Cremona – L’esposizione Il racconto nei disegni di Gianfranco Ferrè, con i bozzetti e gli abiti realizzati dal grande stilista, ha affascinato tanti.

Si è chiusa domenica 18 giugno con oltre 2.000 visitatori in due mesi la mostra della Fondazione Gianfranco Ferrè, allestita nella splendida cornice di S. Maria della Pietà in collaborazione con il Comune di Cremona, con cento schizzi autografi e abiti meravigliosi dello stilista, la cui famiglia materna aveva origini cremonesi.

Significativi i passaggi sulla stampa, cartacea e web: se ne sono contati quasi cento. Ottima anche la risposta alla conferenza che si è tenuta lo scorso 18 maggio sul ruolo delle colonne sonore nelle sfilate di moda, anche in occasione dell’anno monteverdiano, con Gianluca Bauzano, giornalista del Corriere della Sera, e Matteo Ceccarini, sound designer.

Il ringraziamento va alla Fondazione – è la dichiarazione del Sindaco di Cremona Gianluca Galimberti e dell’Assessore Barbara Manfredini – che con questa esposizione ha permesso alla creatività di Ferrè di ‘tornare a casa’, di offrire a cremonesi e non una occasione di straordinaria bellezza, di portare la grande moda da Milano sotto il Torrazzo e le eccellenze di Cremona fuori da Cremona. Una mostra che ci ha consentito di generare, nella città delle musica e nell’anno monteverdiano, una importante riflessione sul tema musica e moda. Un altro evento di successo a S. Maria della Pietà, sempre più luogo di riferimento per grafica, disegno e fumetto. Un grazie va anche ai tecnici del Settore Cultura del Comune che hanno collaborato alla buona riuscita di questa mostra. Una bella sinergia tra pubblico e privato che ha portato frutti”.
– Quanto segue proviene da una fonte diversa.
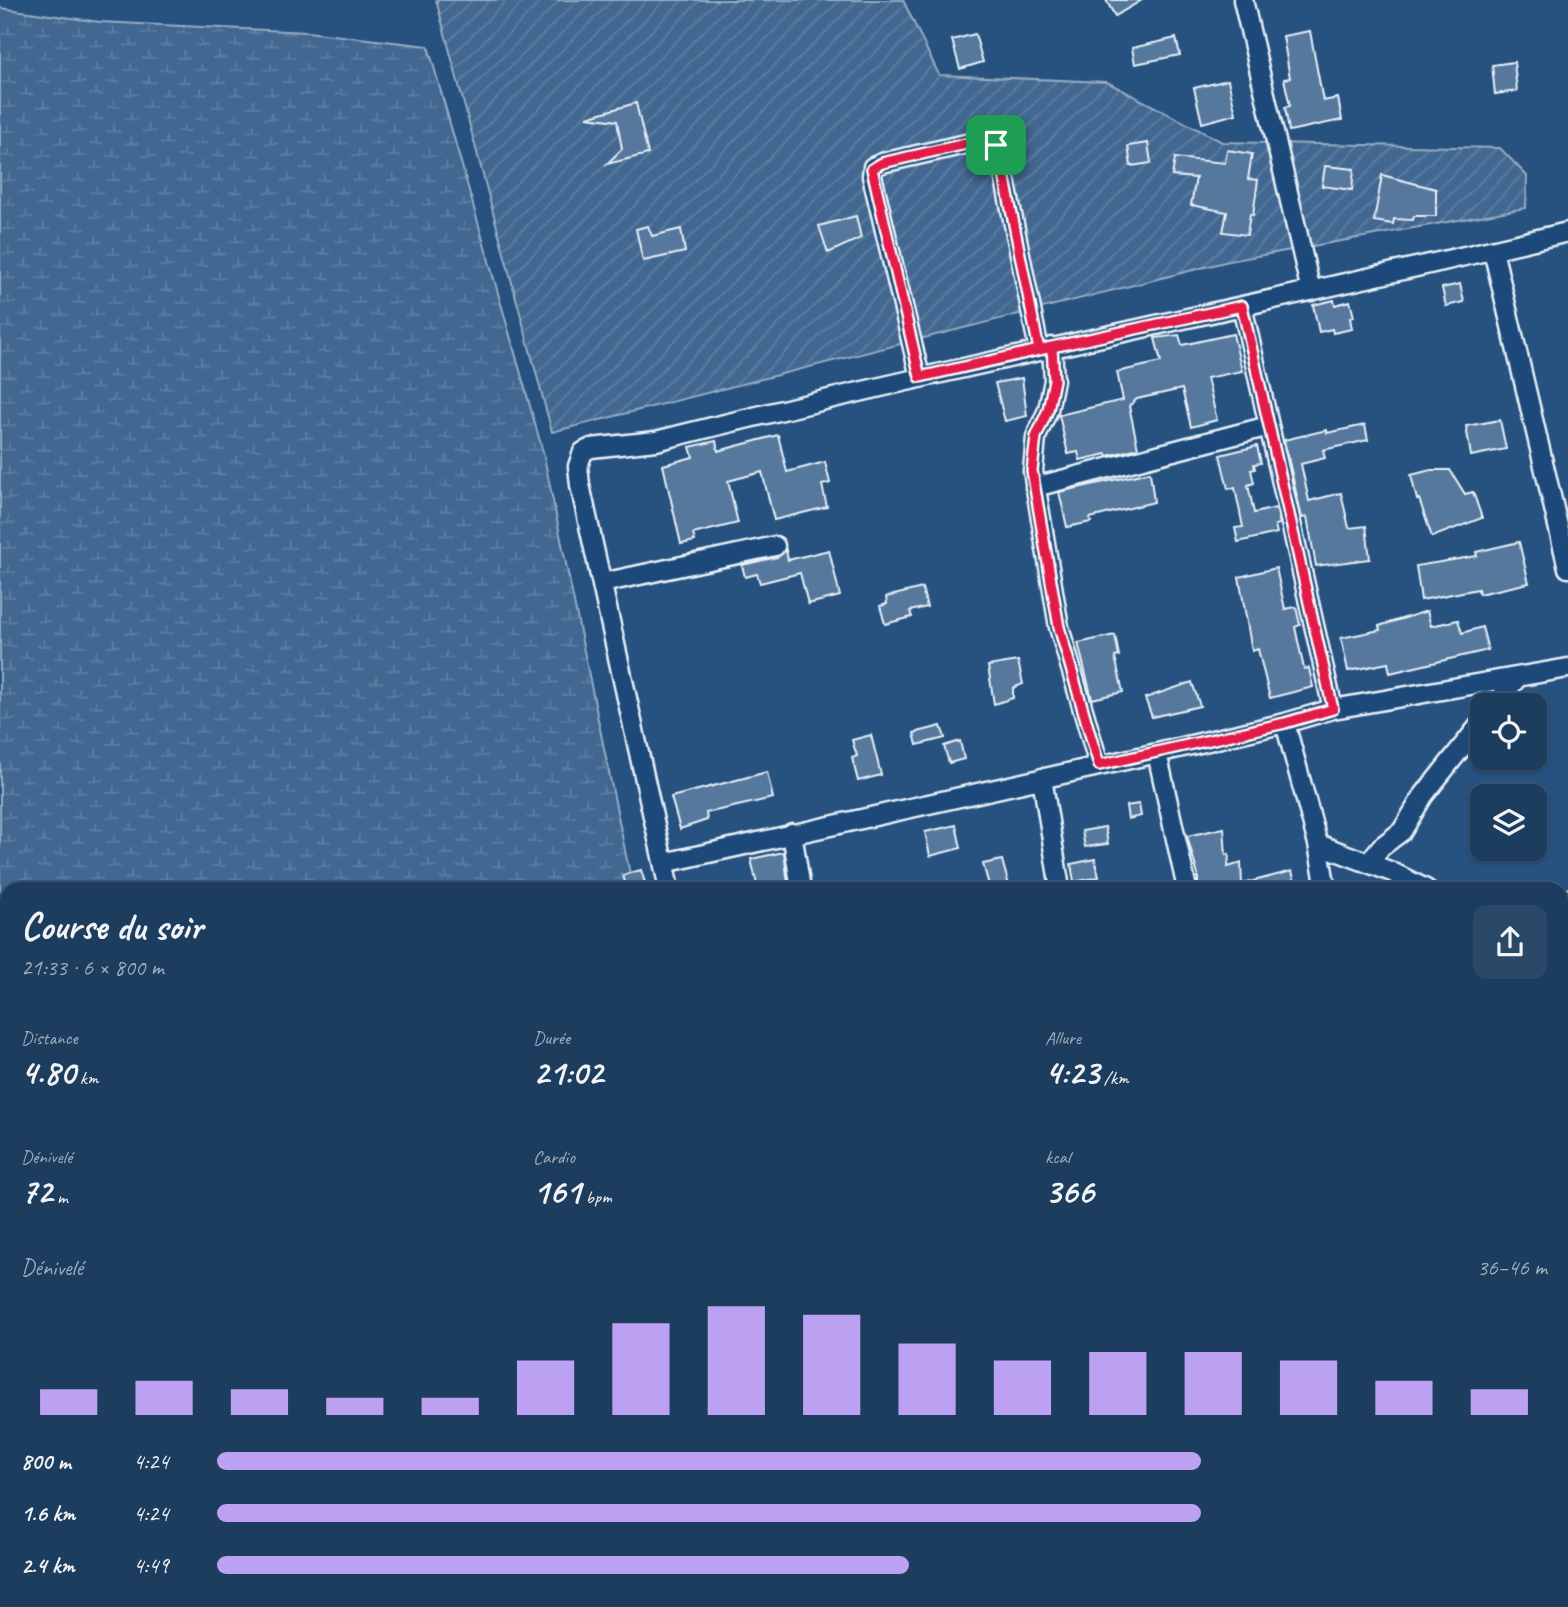 <!DOCTYPE html>
<html lang="fr">
<head>
<meta charset="utf-8">
<style>
	:root { --surface:#1d3d5f; --page:#2a4868; --text:#f1f3f6; --muted:#a0aebd; --line:#3b5674; --accent:#bca0f2 }
	body { margin:0; font-family:Caveat,sans-serif; background:var(--page); color:var(--text); height:100vh; display:flex; flex-direction:column; font-size:26px; white-space:nowrap }
	* { box-sizing:border-box; margin:0 }
	p { font-size:23px; color:var(--muted) }
	.icon { flex:none; width:38px; height:38px; fill:none; stroke:currentColor; stroke-width:2; stroke-linecap:round; stroke-linejoin:round }
	.map { position:relative; flex:1; overflow:hidden }
	.panel { position:absolute; left:0px; top:882px; width:1568px; height:726px; display:flex; flex-direction:column; background:var(--surface); border-radius:21px 21px 0 0; box-shadow:0 2px 5px #0004,0 0 0 2px var(--line) }
	.panel>* { flex:none }
	.buttons { position:absolute; left:1470px; top:693px; display:grid; gap:14px }
	.buttons a { display:grid; place-items:center; width:77px; height:77px; border-radius:14px; background:var(--surface); box-shadow:0 2px 5px #0004,0 0 0 2px var(--line); font-size:35px }
	.pin { position:absolute; display:grid; place-items:center; width:60px; height:60px; color:#fff; margin:-30px; border-radius:14px; box-shadow:0 4px 10px #0006 }
	.round { display:grid; place-items:center; flex:none; width:74px; height:74px; border-radius:14px; background:var(--page) }
	.summary { display:flex; align-items:center; justify-content:space-between; height:119px; padding:0 21px }
	h1 { font-size:38px; font-weight:700; line-height:52px }
	.metrics { display:grid; grid-template-columns:repeat(3,1fr); gap:10px; height:119px; padding:7px 21px }
	.metrics div { display:grid; align-content:center }
	.metrics b { font-size:35px; font-weight:700 }
	.metrics small { font-size:19px; font-weight:400 }
	.metrics p { font-size:19px }
	.chart { height:196px; padding:14px 21px }
	.chart p { display:flex; justify-content:space-between }
	.chart svg { width:100%; height:126px; margin-top:7px; stroke:var(--accent); stroke-width:6 }
	ul { padding:0 21px; list-style:none; font-size:23px }
	li { display:grid; grid-template-columns:112px 84px 1fr; align-items:center; height:52px }
	li i { height:18px; border-radius:9px; background:var(--accent) }
	.map>svg:first-child { display:block }
</style>
</head>
<body>
<div class="map">
<svg width="1568" height="1607" viewBox="0 0 1568 1607">
	<defs>
		<pattern id="wetland-marsh" width="20" height="14" patternUnits="userSpaceOnUse" patternTransform="scale(1.75)"><rect width="20" height="14" fill="#436891"/><path d="M1 5h8M5 5V1M11 12h8M15 12V8" fill="none" stroke="#5e7ea1"/></pattern>
		<pattern id="garden-furrows" width="10" height="10" patternUnits="userSpaceOnUse" patternTransform="scale(1.75)"><rect width="10" height="10" fill="#436891"/><path d="M-1 1l2-2M0 10L10 0M9 11l2-2" fill="none" stroke="#5e7ea1"/></pattern>
	</defs>
	<rect width="100%" height="100%" fill="#27517f"/>
	<filter id="ink" filterUnits="userSpaceOnUse"><feTurbulence type="fractalNoise" baseFrequency=".0143" numOctaves="2"/><feDisplacementMap in="SourceGraphic" scale="14" xChannelSelector="R" yChannelSelector="G"/><feConvolveMatrix kernelMatrix="1 2 1 2 8 2 1 2 1" color-interpolation-filters="sRGB"/></filter>
	<g filter="url(#ink)">
		<!-- wetland -->
		<path fill="url(#wetland-marsh)" stroke="#96acc4" stroke-width="2" d="M0 8 100 22 307 32 428 46 543 452 633 889H7V1601H780L781 1607H0Z"/>
		<!-- garden -->
		<path fill="url(#garden-furrows)" stroke="#96acc4" stroke-width="2" d="M436 0H903L939 75 1107 82 1222 142 1500 148 1527 176 1526 208 1229 261 552 432Z"/>
		<!-- building -->
		<path fill="#57789d" stroke="#e8f1f8" stroke-width="2" d="M1106 0H1142L1115 16Z
			M1310 31 1323 101 1338 98 1342 120 1289 131 1285 107 1290 106 1284 79 1290 78 1283 36Z
			M975 34 983 62 960 69 952 40Z
			M1176 38 1180 55 1135 64 1132 48Z
			M1514 62 1517 91 1495 94 1492 65Z
			M1228 80 1236 114 1202 123 1194 88Z
			M636 103 648 154 607 164 622 149 617 121 587 117Z
			M1148 143 1151 163 1131 166 1128 146Z
			M1227 150 1252 154 1248 179 1258 180 1253 215 1250 214 1247 235 1223 232 1227 212 1191 205 1196 178 1172 176 1175 158 1225 163Z
			M1325 166 1354 169 1352 190 1322 186Z
			M1382 175 1436 189V216H1414L1413 220 1394 219 1393 224 1374 221Z
			M856 216 861 238 828 253 819 226Z
			M648 226 652 236 681 229 685 252 643 261 636 229Z
			M1460 284 1464 302 1446 306 1442 288Z
			M1334 300 1335 305 1350 301 1354 317 1350 318 1352 329 1333 333 1332 329 1319 332 1313 305Z
			M1233 334 1242 371 1207 378 1217 420 1191 427 1182 389 1137 399 1129 406 1138 448 1108 456 1107 454 1080 460 1078 452 1068 454 1059 415 1123 400 1117 372 1161 362 1155 338 1179 335 1182 345Z
			M1022 378 1027 416 1005 421 995 383Z
			M1500 420 1506 449 1471 456 1466 426Z
			M1365 425 1368 440 1323 450 1325 458 1301 464 1309 501 1341 493 1349 528 1366 526 1370 559 1316 566 1307 517 1302 518 1284 440 1327 430V433Z
			M778 435 787 472 825 462 830 483 822 485 827 507 774 520 762 472 728 481 738 523 693 534 695 541 681 544 663 465 693 457 690 447 716 441 718 451Z
			M1257 446 1261 463 1254 464 1255 469 1251 470 1254 483 1248 485 1254 513 1276 508 1280 524 1275 525 1277 533 1238 542 1235 528 1243 527 1235 488 1228 489 1220 455Z
			M1431 470H1450L1465 494 1473 492 1482 518 1432 537 1419 499 1417 500 1411 475Z
			M1150 472 1154 502 1090 518 1091 522 1067 527 1059 492Z
			M1519 542 1529 583 1479 594 1478 589 1421 600 1416 566 1477 556 1476 552Z
			M786 550 788 560 829 550 840 596 808 604 800 573 760 583 757 574 745 577 742 565 777 557Z
			M1276 568 1285 609 1296 607 1300 625 1295 627 1304 669 1309 668 1313 687 1270 698 1258 649 1252 651 1239 577Z
			M922 588 927 607 910 611 912 617 885 624 880 606 887 604 886 597Z
			M1427 611 1431 626 1458 620 1462 633 1482 627 1488 650 1390 673 1388 663 1348 671 1341 638 1380 630 1379 626Z
			M1115 635 1119 656 1115 657 1123 692 1092 699 1078 643Z
			M1018 661 1023 684 1013 688V698L994 704 988 666Z
			M1192 682 1200 706 1152 717 1145 698Z
			M941 726 945 738 917 745 914 733Z
			M871 735 881 775 858 781 852 758 857 756 852 740Z
			M960 741 964 759 949 763 944 746Z
			M767 772 773 798 706 813 707 820 680 829 671 797Z
			M1139 804 1141 816 1128 819 1126 806Z
			M956 825 961 848 930 856 925 832Z
			M1105 827 1108 844 1085 847 1082 831Z
			M1224 828 1226 855 1229 854 1228 867 1241 863 1242 884 1292 871 1297 889H1198V875L1187 836Z
			M784 852 788 884 758 889 751 859Z
			M1095 859 1099 877 1074 882 1071 864Z
			M1002 860 1010 889H990L983 864Z
			M641 870 647 889H627L623 875Z"/>
		<g fill="none" stroke-linecap="round" stroke-linejoin="round">
			<defs>
				<path id="street" d="M1243 0 1311 291
					M1493 250 1568 568
					M1242 306 1333 709
					M1052 347 1054 380 1048 410 1036 437 1033 471 1059 627 1099 765
					M920 377 872 176 873 167 882 163 979 141C988 140 994 142 999 149L1039 350
					M1035 487 1269 426
					M602 583 775 546
					M1495 705 1518 677
					M1285 723 1318 844 1326 889
					M1157 753 1187 889
					M1042 778 1060 889
					M792 833 801 889
					M1318 844 1392 872 1426 889
					M664 863 1157 753 1285 723 1333 709 1568 668
					M1368 863 1381 847 1402 831 1423 796 1482 722
					M669 889 580 485 578 466 583 452 591 448 656 441C958 365 1264 304 1568 232
					M1561 910 1568 899
					M1561 1093 1568 1096
					M1561 1162 1568 1155
					M1561 1244 1568 1247
					M1561 1501 1568 1504
					M825 1601 826 1607
					M1447 1601 1461 1607
					M1134 1607 1137 1601
					M1284 1607 1286 1601"/>
			</defs>
			<!-- street casing -->
			<use href="#street" stroke="#e8f1f8" stroke-width="23"/>
			<!-- street -->
			<use href="#street" stroke="#1f4a7a" stroke-width="18"/>
		</g>
	</g>
	<g fill="none" stroke-linecap="round" stroke-linejoin="round" filter="url(#ink)">
		<defs>
			<path id="route" d="M996 145 986 141H979L882 163 872 169 920 377 1039 350 1052 347 1242 306 1333 709 1285 723 1099 765 1059 627 1032 471 1036 437 1048 410 1054 380 1052 347 1039 350 999 149 996 145"/>
		</defs>
		<!-- route casing -->
		<use href="#route" stroke="#fff" stroke-width="14"/>
		<!-- route -->
		<use href="#route" stroke="#e11d48" stroke-width="9"/>
	</g>
</svg>
<div class="buttons">
<a><svg class="icon" aria-label="locate" viewBox="0 0 24 24"><circle cx="12" cy="12" r="6"/><path d="M12 2v4M12 18v4M2 12h4M18 12h4"/></svg></a>
<a><svg class="icon" aria-label="layers" viewBox="0 0 24 24"><path d="M12 4l9 5-9 5-9-5zM3 14l9 5 9-5"/></svg></a>
</div>
<div class="pin" style="left:996px;top:145px;background:#1e9e55"><svg class="icon" aria-label="arrive" viewBox="0 0 24 24"><path d="M6 21V4h12l-3 4 3 4H6"/></svg></div>
<section class="panel">
<div class="summary"><div><h1>Course du soir</h1><p>21:33 · 6 × 800 m</p></div><a class="round"><svg class="icon" aria-label="share" viewBox="0 0 24 24"><path d="M12 15V3M7 8l5-5 5 5M5 13v7h14v-7"/></svg></a></div>
<div class="metrics">
<div><p>Distance</p><b>4.80<small> km</small></b></div>
<div><p>Durée</p><b>21:02</b></div>
<div><p>Allure</p><b>4:23<small> /km</small></b></div>
</div>
<div class="metrics">
<div><p>Dénivelé</p><b>72<small> m</small></b></div>
<div><p>Cardio</p><b>161<small> bpm</small></b></div>
<div><p>kcal</p><b>366</b></div>
</div>
<div class="chart"><p><span>Dénivelé</span>36–46 m</p>
<svg viewBox="0 0 160 44" preserveAspectRatio="none"><path d="M5 44V35M15 44V32M25 44V35M35 44V38M45 44V38M55 44V25M65 44V12M75 44V6M85 44V9M95 44V19M105 44V25M115 44V22M125 44V22M135 44V25M145 44V32M155 44V35"/></svg>
</div>
<ul>
<li><b>800 m</b>4:24<i style="width:74%"></i></li>
<li><b>1.6 km</b>4:24<i style="width:74%"></i></li>
<li><b>2.4 km</b>4:49<i style="width:52%"></i></li>
</ul>
</section>
</div>
</body>
</html>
Domenica scorsa – racconta Rita Airaghi, Direttrice della Fondazione Ferré – da Santa Maria della Pietà sono usciti gli ultimi visitatori della mostra con i loro commenti, sempre positivi, talvolta entusiastici nei confronti di una operazione culturale che ha suscitato molto interesse e dato non poche emozioni ad un vasto pubblico. La Fondazione Ferré – prosegue Rita Airaghi – è particolarmente orgogliosa di aver fatto conoscere ed apprezzare Ferré, in un aspetto specifico e forse meno noto della sua creatività e del suo metodo di lavoro proprio attraverso i disegni, affiancati da una selezione di capi, testimonianza inequivocabile della trasposizione dell’idea di eleganza e di stile in realtà. La mostra viaggerà verso altre destinazioni: la Fondazione Gianfranco Ferré non può che augurarsi di trovare altrove la stessa, straordinaria accoglienza ricevuta a Cremona, città del bello, dell’arte e della cultura del “fare bene”.